Furthermore, it is known that some fraction of the drug will
inevitably bind the membrane, reducing the accuracy of this assay.
These methods are also insensitive to potential interactions
between drug molecules and the surface of proteins.
[0018] Like many small molecules, xenon is also capable of binding
to blood protein pockets. When xenon is bound to these binding
pockets, its magnetic resonance relaxation rate is higher than when
it is not bound.
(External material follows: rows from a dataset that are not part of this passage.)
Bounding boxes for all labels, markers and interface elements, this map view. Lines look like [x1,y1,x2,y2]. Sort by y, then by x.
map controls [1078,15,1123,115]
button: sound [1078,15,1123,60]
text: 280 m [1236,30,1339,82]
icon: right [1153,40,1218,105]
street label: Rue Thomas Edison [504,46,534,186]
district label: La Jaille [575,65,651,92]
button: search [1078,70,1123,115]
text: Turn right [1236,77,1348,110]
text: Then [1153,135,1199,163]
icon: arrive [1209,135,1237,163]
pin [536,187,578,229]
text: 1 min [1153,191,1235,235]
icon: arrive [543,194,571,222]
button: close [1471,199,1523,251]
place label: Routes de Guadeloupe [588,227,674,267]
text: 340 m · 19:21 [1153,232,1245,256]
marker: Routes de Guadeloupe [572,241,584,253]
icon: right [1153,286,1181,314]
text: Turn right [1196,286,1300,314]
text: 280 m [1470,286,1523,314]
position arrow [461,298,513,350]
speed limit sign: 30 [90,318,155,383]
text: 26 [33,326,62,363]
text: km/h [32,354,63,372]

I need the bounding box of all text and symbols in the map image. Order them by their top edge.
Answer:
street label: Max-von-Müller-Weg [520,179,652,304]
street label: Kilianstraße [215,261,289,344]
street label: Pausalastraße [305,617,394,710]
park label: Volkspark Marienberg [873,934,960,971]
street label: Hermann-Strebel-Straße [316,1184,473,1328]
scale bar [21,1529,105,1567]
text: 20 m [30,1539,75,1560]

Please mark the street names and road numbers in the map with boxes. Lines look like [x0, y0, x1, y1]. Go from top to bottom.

The fraction of xenon bound by a protein's pockets
can thus be measured by monitoring the relaxation rate of xenon to
detect when it has been forced out of a binding pocket. While not
being bound by any particular theory, there are several potential
explanations for the faster relaxation rate of bound xenon. The
higher relaxation rate might be due to the close proximity of many
protein protons. It is also possible that xenon may move more
slowly when bound by the protein, thereby increasing its magnetic
resonance relaxation rate. Notably, the transverse relaxation rate
may also be affected as xenon exchanges in and out of sites having
different chemical shifts. For instance, when the xenon is
perpendicular to the external magnetic field, and it is exchanging
between two sites with different chemical shifts, it experiences a
time dependent magnetic field in the same direction as the external
magnetic field. This field fluctuates randomly, but is
perpendicular to the quantization axis of the transverse xenon.
Therefore, the field can induce relaxation, even if both the
distance and correlation time of the two sites are the same.
However, the field does scale with the strength of the external
magnetic field, and provides a negligible contribution at very low
fields, leaving only distance and correlation time as possible
contributions.
[0019] Regardless of the mechanism, it is possible to measure the
binding affinity of a drug for a protein by introducing a drug
molecule of interest into a solution with hyperpolarized xenon and
a target protein. The drug molecule will bind to the protein, thus
preventing xenon from occupying the same binding site, or forcing
xenon out of the binding site, depending on the affinity between
the pharmaceutical product of interest and the target protein.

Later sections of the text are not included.